Milk as a growth medium

Cheese making depends on the growth of bacteria to produce acidity, flavour compounds, and ripening enzymes. It is, therefore, important to understand the characteristics of milk as a growth medium.

General Nutrients

Milk is a good source of all principal nutrients, including carbon, nitrogen and macro-minerals. Many micronutrients such as vitamins and micro-minerals are also available. However, milk is unique with respect to its sugar.

Milk Sugar

Carbohydrates, especially simple sugars such as sucrose (table sugar), can be utilized as sources of energy more quickly than fats and proteins. However, the energy currency of the cell is glucose (also called dextrose) so to use available carbohydrates, microorganisms must be able to convert them to glucose.

The only sugar naturally present is milk is lactose. Most microorganisms lack the enzyme lactase which is required to break lactose into its two component sugars, namely, glucose and galactose. Lactic acid bacteria which do have lactase readily break down lactose and use glucose as an energy source.
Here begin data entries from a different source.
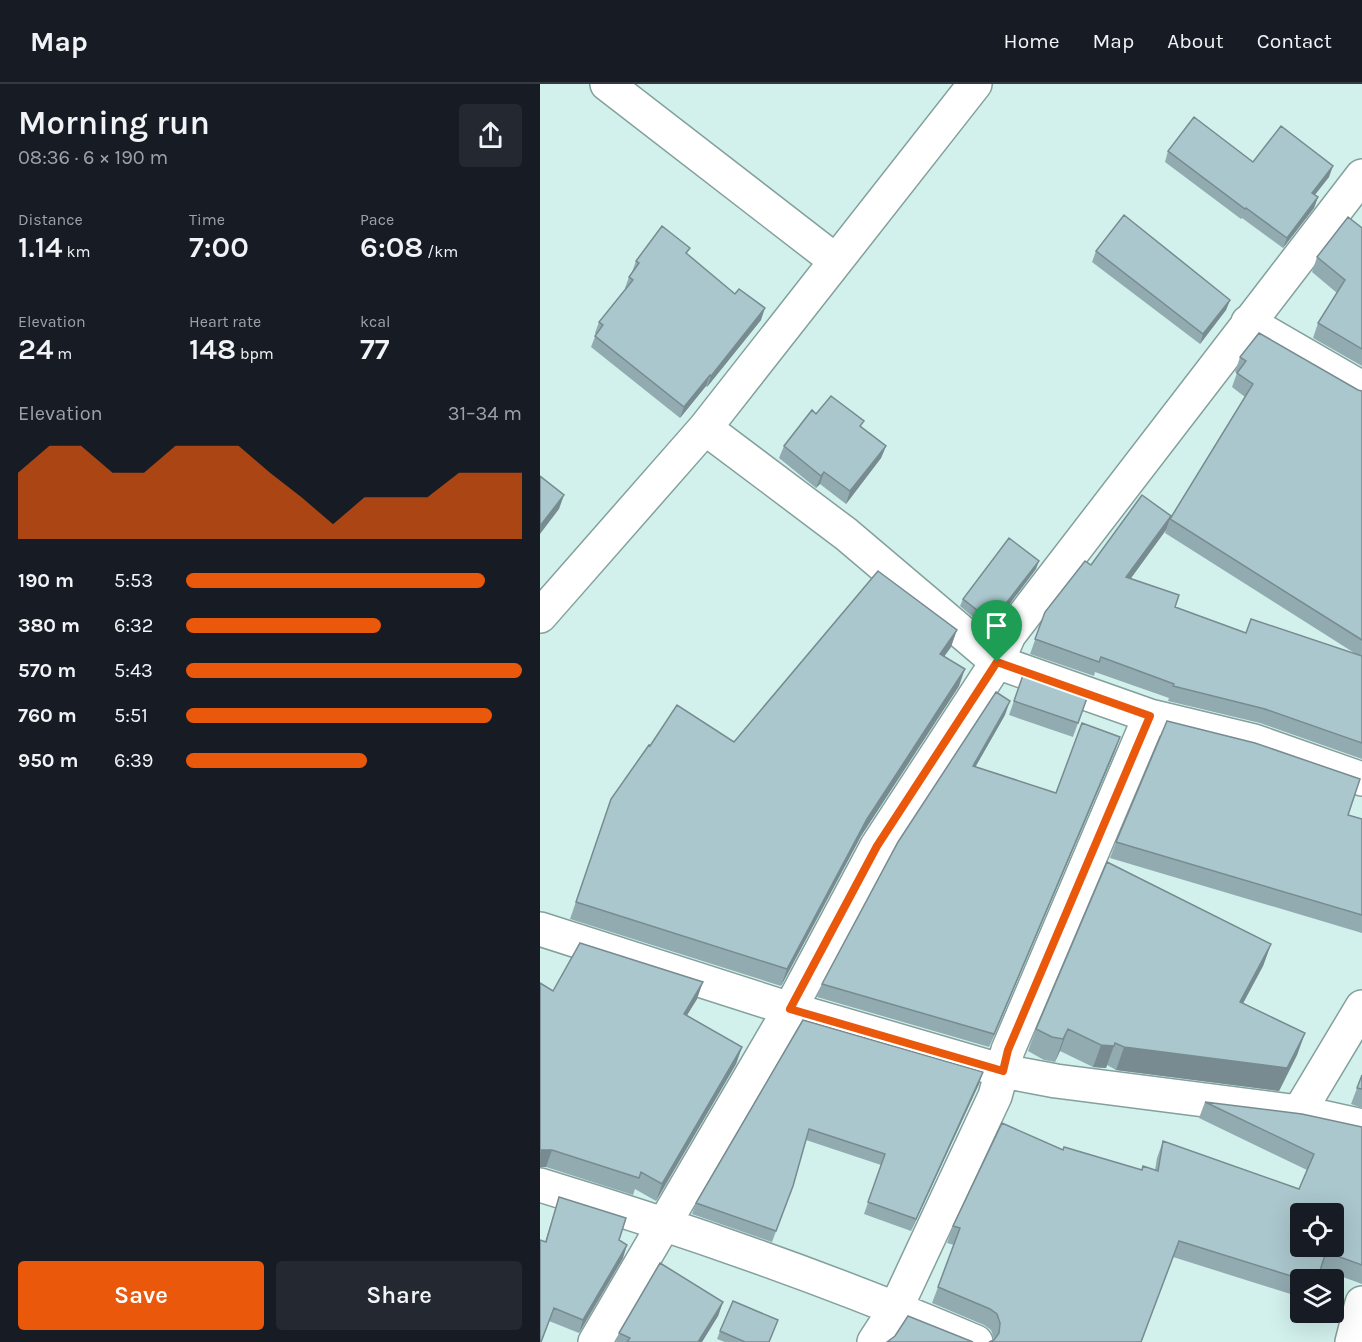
<!DOCTYPE html>
<meta charset="utf-8">
<style>
body{margin:0;font-family:Karla,sans-serif;background:#242831;color:#f1f3f6;height:100vh;display:flex;flex-direction:column;font-size:22px;white-space:nowrap}
*{box-sizing:border-box;margin:0}
p{font-size:20px;color:#9ea1a6}
.icon{flex:none;width:33px;height:33px;fill:none;stroke:currentColor;stroke-width:2;stroke-linecap:round;stroke-linejoin:round}
.map{position:relative;flex:1;overflow:hidden}
.panel{display:flex;flex-direction:column;background:#171b24;width:540px}
.panel>*{flex:none}
.tools{position:absolute;left:750px;top:1119px;display:grid;gap:12px}
.tools a{display:grid;place-items:center;width:54px;height:54px;border-radius:6px;background:#171b24;box-shadow:0 6px 24px #0002;font-size:30px}
.pin{position:absolute;display:grid;place-items:center;width:51px;height:51px;color:#fff;margin:-62px -26px;border-radius:50% 50% 50% 0;rotate:-45deg;box-shadow:0 0 6px #0007}
.pin .icon{rotate:45deg}
.round{display:grid;place-items:center;flex:none;width:63px;height:63px;border-radius:6px;background:#242831}
.summary{display:flex;align-items:center;justify-content:space-between;height:102px;padding:0 18px}
h1{font-size:33px;font-weight:600;line-height:45px}
.figures{display:grid;grid-template-columns:repeat(3,1fr);gap:9px;height:102px;padding:6px 18px}
.figures div{display:grid;align-content:center}
.figures b{font-size:30px;font-weight:600}
.figures small{font-size:16px;font-weight:400}
.figures p{font-size:16px}
.chart{height:168px;padding:12px 18px}
.chart p{display:flex;justify-content:space-between}
.chart svg{width:100%;height:108px;margin-top:6px;fill:#ea580c;opacity:.7}
.cta{display:flex;gap:12px;margin-top:auto;padding:12px 18px}
.cta a{flex:1;height:69px;border-radius:6px;background:#ea580c;color:#fff;font-size:24px;font-weight:600;line-height:69px;text-align:center}
.cta a+a{background:#242831;color:#f1f3f6}
ul{padding:0 18px;list-style:none;font-size:20px}
li{display:grid;grid-template-columns:96px 72px 1fr;align-items:center;height:45px}
li i{height:15px;border-radius:8px;background:#ea580c}
header{display:flex;align-items:center;gap:36px;box-sizing:border-box;height:84px;padding:0 30px;background:#171b24;border-bottom:2px solid #363941}
header strong{font-size:28px}
nav{display:flex;gap:33px;margin-inline-start:auto;font-size:21px}
main{display:flex;flex:1;min-height:0}
.map>svg:first-child{display:block}
</style>
<header>
<strong>Map</strong>
<nav><a>Home</a><a>Map</a><a>About</a><a>Contact</a></nav>
</header>
<main>
<section class="panel">
<div class="summary"><div><h1>Morning run</h1><p>08:36 · 6 × 190 m</p></div><a class="round"><svg class="icon" aria-label="share" viewBox="0 0 24 24"><path d="M12 15V3M7 8l5-5 5 5M5 13v7h14v-7"/></svg></a></div>
<div class="figures">
<div><p>Distance</p><b>1.14<small> km</small></b></div>
<div><p>Time</p><b>7:00</b></div>
<div><p>Pace</p><b>6:08<small> /km</small></b></div>
</div>
<div class="figures">
<div><p>Elevation</p><b>24<small> m</small></b></div>
<div><p>Heart rate</p><b>148<small> bpm</small></b></div>
<div><p>kcal</p><b>77</b></div>
</div>
<div class="chart"><p><span>Elevation</span>31–34 m</p>
<svg viewBox="0 0 160 44" preserveAspectRatio="none"><path d="M0 44V17L10 6L20 6L30 17L40 17L50 6L60 6L70 6L80 17L90 27L100 38L110 27L120 27L130 27L140 17L150 17L160 17V44z"/></svg>
</div>
<ul>
<li><b>190 m</b>5:53<i style="width:89%"></i></li>
<li><b>380 m</b>6:32<i style="width:58%"></i></li>
<li><b>570 m</b>5:43<i style="width:100%"></i></li>
<li><b>760 m</b>5:51<i style="width:91%"></i></li>
<li><b>950 m</b>6:39<i style="width:54%"></i></li>
</ul>
<div class="cta"><a>Save</a><a>Share</a></div>
</section>
<div class="map">
<svg width="822" height="1258" viewBox="0 0 822 1258">
<rect width="100%" height="100%" fill="#d2f0ec"/>
<g fill="none" stroke-linecap="round" stroke-linejoin="round">
<defs>
<path id="street" d="M 67,0 L 296,177
M 708,238 L 822,304
M 165,344 L 306,450 L 457,578 L 610,632 L 714,657 L 822,695
M 0,532 L 165,344 L 435,0
M 0,845 L 250,925 L 463,987 L 516,997 L 759,1028 L 822,1042
M 759,1028 L 822,923
M 0,1101 C 148,1146 294,1197 436,1258
M 55,1258 L 250,925 L 337,762 L 457,578 L 469,551 L 822,92
M 334,1258 L 356,1224 L 455,1012 L 468,966 L 610,632
M 812,1258 L 822,1219"/>
</defs>
<!-- street casing -->
<use href="#street" stroke="#84a09c" stroke-width="36"/>
<!-- street -->
<use href="#street" stroke="#fff" stroke-width="33"/>
</g>
<!-- wall -->
<path fill="#92abb0" d="M 628,67 L 713,78 L 789,93 L 775,111 L 778,113 L 774,124 L 743,164 L 702,134 L 701,135 L 625,78 Z
M 822,144 L 822,282 L 773,254 L 778,239 L 797,209 L 772,188 L 777,173 Z
M 556,167 L 690,216 L 686,226 L 660,260 L 552,178 Z
M 147,171 L 221,236 L 167,303 L 166,302 L 140,334 L 51,263 L 56,250 L 55,249 L 59,238 L 85,205 L 85,204 L 89,193 L 92,188 L 96,177 Z
M 700,273 L 822,307 L 822,675 L 720,639 L 628,617 L 629,614 L 555,588 L 554,592 L 490,570 L 505,528 L 551,481 L 631,432 L 626,446 L 590,495 L 635,523 L 706,549 L 816,570 L 625,449 L 630,435 L 705,313 L 692,303 L 697,289 L 695,288 Z
M 276,330 L 321,343 L 346,362 L 341,374 L 306,420 L 280,400 L 276,404 L 239,374 L 244,362 Z
M 496,485 L 462,530 L 434,534 L 420,522 L 423,515 Z
M 411,563 L 404,572 L 419,602 L 321,752 L 241,902 L 30,835 L 71,715 L 110,662 L 194,658 Z
M 483,591 L 547,614 L 533,653 L 469,631 Z
M 465,631 L 435,683 L 516,709 L 575,667 L 449,963 L 277,913 L 282,900 Z
M 808,731 L 822,735 L 822,849 L 570,774 L 576,758 Z
M 731,860 L 723,882 L 703,919 L 765,949 L 757,971 L 739,1007 L 576,986 L 567,981 L 566,984 L 553,983 L 520,967 L 515,978 L 504,976 L 488,967 L 496,945 Z
M 0,899 L 13,907 L 157,915 L 147,931 L 202,963 L 196,980 L 116,1117 L 95,1105 L 93,1111 L 6,1083 L 0,1083 Z
M 263,936 L 439,1000 L 371,1147 L 324,1130 L 341,1081 L 266,1056 L 253,1102 L 232,1158 L 152,1130 L 156,1119 Z
M 822,991 L 822,1024 L 811,1020 Z
M 665,1018 L 822,1043 L 822,1200 L 781,1185 L 777,1196 L 760,1196 L 760,1213 L 633,1173 L 454,1256 L 454,1255 L 451,1246 L 444,1241 L 392,1219 L 414,1161 L 407,1159 L 413,1142 L 523,1066 L 602,1086 L 615,1086 L 617,1074 L 623,1057 L 759,1105 L 767,1086 L 659,1034 Z
M 19,1113 L 79,1156 L 83,1174 L 39,1249 L 9,1237 L 5,1158 Z
M 183,1218 L 178,1232 L 162,1258 L 76,1258 L 79,1249 Z
M 180,1247 L 229,1258 L 185,1258 L 177,1255 Z"/>
<!-- shaded-wall -->
<path fill="#778b90" d="M 793,82 L 789,93 L 768,119 L 772,109 Z
M 778,113 L 774,124 L 743,164 L 747,154 Z
M 690,216 L 686,226 L 660,260 L 663,250 Z
M 225,224 L 221,236 L 167,303 L 171,292 Z
M 170,291 L 166,302 L 140,334 L 144,323 Z
M 346,362 L 341,374 L 306,420 L 310,407 Z
M 284,388 L 280,400 L 276,404 L 281,392 Z
M 24,411 L 19,425 L 0,450 L 0,442 Z
M 631,432 L 626,446 L 581,508 L 586,493 Z
M 499,477 L 496,485 L 462,530 L 434,534 L 437,526 Z
M 417,546 L 411,563 L 394,587 L 400,570 Z
M 425,585 L 419,602 L 321,752 L 241,902 L 247,885 L 327,735 Z
M 470,617 L 465,631 L 428,696 L 433,682 Z
M 580,653 L 575,667 L 449,963 L 454,950 Z
M 731,860 L 723,882 L 692,940 L 700,918 Z
M 163,898 L 157,915 L 138,946 L 144,930 Z
M 528,945 L 520,967 L 515,978 L 523,955 Z
M 765,949 L 757,971 L 739,1007 L 576,986 L 584,963 Z
M 575,959 L 566,984 L 553,983 L 561,961 Z
M 202,963 L 196,980 L 116,1117 L 122,1100 Z
M 443,988 L 439,1000 L 371,1147 L 376,1135 Z
M 1,1066 L 12,1066 L 6,1083 L 0,1083 L 0,1069 Z
M 87,1161 L 83,1174 L 39,1249 L 43,1236 Z
M 183,1218 L 178,1232 L 162,1258 L 158,1258 Z"/>
<!-- building -->
<path fill="#aac7cd" stroke="#778b90" stroke-width="1.5" fill-rule="evenodd" d="M 654,33 L 713,78 L 741,42 L 793,82 L 772,109 L 778,113 L 747,154 L 706,124 L 705,125 L 628,67 Z
M 584,131 L 690,216 L 663,250 L 556,167 Z
M 808,133 L 822,144 L 822,265 L 778,239 L 805,196 L 777,173 Z
M 122,142 L 150,164 L 146,169 L 195,210 L 199,205 L 225,224 L 171,292 L 170,291 L 144,323 L 55,252 L 63,241 L 59,238 L 93,196 L 89,193 L 99,179 L 96,177 Z
M 719,249 L 818,306 L 822,307 L 822,556 L 630,435 L 713,300 L 697,289 L 706,277 L 700,273 Z
M 291,312 L 324,337 L 320,342 L 346,362 L 310,407 L 284,388 L 281,392 L 244,362 L 272,326 L 276,330 Z
M 0,392 L 24,411 L 0,442 Z
M 602,411 L 631,432 L 586,493 L 639,511 L 635,523 L 706,549 L 711,535 L 822,572 L 822,659 L 725,625 L 633,602 L 634,600 L 561,573 L 559,578 L 495,555 L 505,528 L 545,477 L 551,481 Z
M 469,454 L 499,477 L 464,522 L 437,526 L 423,515 Z
M 338,487 L 417,546 L 400,570 L 425,585 L 327,735 L 247,885 L 36,818 L 71,715 L 109,661 L 110,662 L 137,621 L 194,658 Z
M 483,591 L 547,614 L 538,639 L 474,617 Z
M 456,608 L 470,617 L 433,682 L 516,709 L 542,639 L 580,653 L 454,950 L 282,900 L 358,758 Z
M 627,637 L 715,659 L 820,695 L 808,731 L 822,735 L 822,831 L 576,758 Z
M 567,778 L 731,860 L 700,918 L 765,949 L 747,984 L 584,963 L 575,959 L 574,962 L 561,961 L 528,945 L 523,955 L 512,953 L 496,945 Z
M 40,859 L 163,898 L 144,930 L 202,963 L 122,1100 L 101,1088 L 99,1094 L 12,1066 L 0,1066 L 0,899 L 13,907 Z
M 263,936 L 443,988 L 376,1135 L 328,1118 L 345,1070 L 269,1045 L 253,1102 L 236,1147 L 156,1119 Z
M 822,991 L 822,1005 L 817,1004 Z
M 665,1018 L 762,1030 L 822,1043 L 822,1181 L 786,1168 L 777,1196 L 764,1196 L 639,1157 L 601,1258 L 449,1258 L 454,1256 L 459,1249 L 460,1239 L 457,1230 L 450,1225 L 398,1203 L 420,1144 L 413,1142 L 462,1039 L 523,1066 L 524,1063 L 602,1086 L 603,1082 L 618,1087 L 623,1057 L 759,1105 L 774,1070 ZM 760,1130 L 794,1130 L 794,1162 L 760,1162 Z
M 19,1113 L 86,1134 L 79,1156 L 87,1161 L 43,1236 L 14,1224 L 1,1258 L 0,1258 L 0,1156 L 6,1158 Z
M 120,1179 L 183,1218 L 158,1258 L 87,1258 L 90,1254 L 79,1249 Z
M 193,1217 L 238,1236 L 229,1258 L 205,1258 L 180,1247 Z
M 368,1232 L 433,1258 L 347,1258 L 355,1252 Z"/>
<g fill="none" stroke-linecap="round" stroke-linejoin="round">
<defs>
<path id="route" d="M 457,578 L 610,632 L 468,966 L 463,987 L 250,925 L 337,762 Z"/>
</defs>
<!-- route casing -->
<use href="#route" stroke="#fff" stroke-width="12"/>
<!-- route -->
<use href="#route" stroke="#ea580c" stroke-width="8"/>
</g>
</svg>
<div class="tools">
<a><svg class="icon" aria-label="locate" viewBox="0 0 24 24"><circle cx="12" cy="12" r="6"/><path d="M12 2v4M12 18v4M2 12h4M18 12h4"/></svg></a>
<a><svg class="icon" aria-label="layers" viewBox="0 0 24 24"><path d="M12 4l9 5-9 5-9-5zM3 14l9 5 9-5"/></svg></a>
</div>
<div class="pin" style="left:457px;top:578px;background:#1e9e55"><svg class="icon" aria-label="arrive" viewBox="0 0 24 24"><path d="M6 21V4h12l-3 4 3 4H6"/></svg></div>
</div>
</main>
Lactic acid bacteria, therefore, have a competitive advantage in milk; that is, they are able to out grow other bacteria which are unable to obtain glucose from lactose. Further, some lactic acid bacteria are able to convert galactose to glucose.

Acidity (pH)

Acidity as measured by pH is one of the most critical parameters with respect to both food safety and both process and quality control of fermented foods such as cheese. The concepts of acidity and pH are explained in Sections 3.5. The titratable acidity of milk typically varies from 0.12 to 0.19% lactic acid depending on composition, especially protein content. The pH of milk is near the physiological pH of 6.8 which, considering the following points, means that milk is a good growth medium with respect to acidity (pH).

  • Most organisms grow best at pH near physiological pH of 6.8. As explained in Section 3.5, titratable acidity (TA) is not a good predictor of acid effects on microbial growth and chemical properties such as protein functionality.
  • The major groups of microorganisms important to food preservation are in order of increasing acid tolerance: bacteria, yeasts and moulds.
  • Natural fermentation of warm raw milk by lactic acid bacteria reduces milk pH to less than 4.0 which prevents the growth of pathogenic bacteria and most spoilage bacteria


Milk has a high moisture content (typically 87% for cows' milk) and with respect to available moisture, is an excellent growth medium. But, it must be understood that with respect to microbial growth, the critical parameter is water activity not moisture content. Water activity (aw) is an index of the availability of water for microbial growth. It is the availability of water in the food reported as a fraction of the availability of water from pure water. In other words, the aw of water is 1 and the aw of other substances is reported as decimal fractions of 1. Water activity is reduced by dissolved substances, varying directly with number of dissolved molecules rather than the weight. For this reason, relative to large molecules such as proteins, small molecules such as sugar and salt have a large effect on water activity. For example, jams are preserved by their high sugar content.

Microorganisms vary greatly in their ability to survive and/or grow at reduced water activity. However, acknowledging that exceptions exist, the minimum water activity for the principal groups of microorganisms are as follows:

  • Most bacteria: 0.90 - 0.91
  • Most yeast: 0.87 - 0.94
  • Most moulds: 0.70 - 0.80

Compare these values with typical aw values for milk, cheese and a few other foods.

  • Milk, fresh fruits and vegetables, fresh meats 60 - 98% moisture, aw 0.97 - 1.00
  • Most baked products, some cheese, some cured meats, 20-60% moisture, aw 0.88 - 0.96.
  • Dehydrated foods such as breakfast cereals. Less than 5% moisture, aw 0.20 - 0.30

Typical aw values for some cheese at the marketing stage are given below (Eck and Gillis, 2000). See also typical aw values for cheese families in Table 1.1.

Availability of oxygen

  • Cottage 0.988
  • Brie 0.980
  • Munster 0.977
  • Saint-Paulin 0.968
  • Edam 0.960
  • Cheddar 0.950
  • Parmesan 0.917

Availability of oxygen

With respect to oxygen requirements, microorganisms may be:

  • Aerobic: must have oxygen to grow
  • Anaerobic: can only grow in the absence of oxygen
  • Microaerophilic: require small amounts of oxygen
  • Able to grow with or with out oxygen.

Moulds require oxygen, so they can be eliminated by vacuum or gas flush packaging. Most yeast are aerobic (require oxygen) but some can grow anaerobically (in the absence of oxygen). Bacteria may fall into any of these categories, but lactic acid bacteria are micoaerophilic or anaerobic.

Milk will acquire some dissolved oxygen during milking, storage and handling, but it is used up quickly during bacterial growth.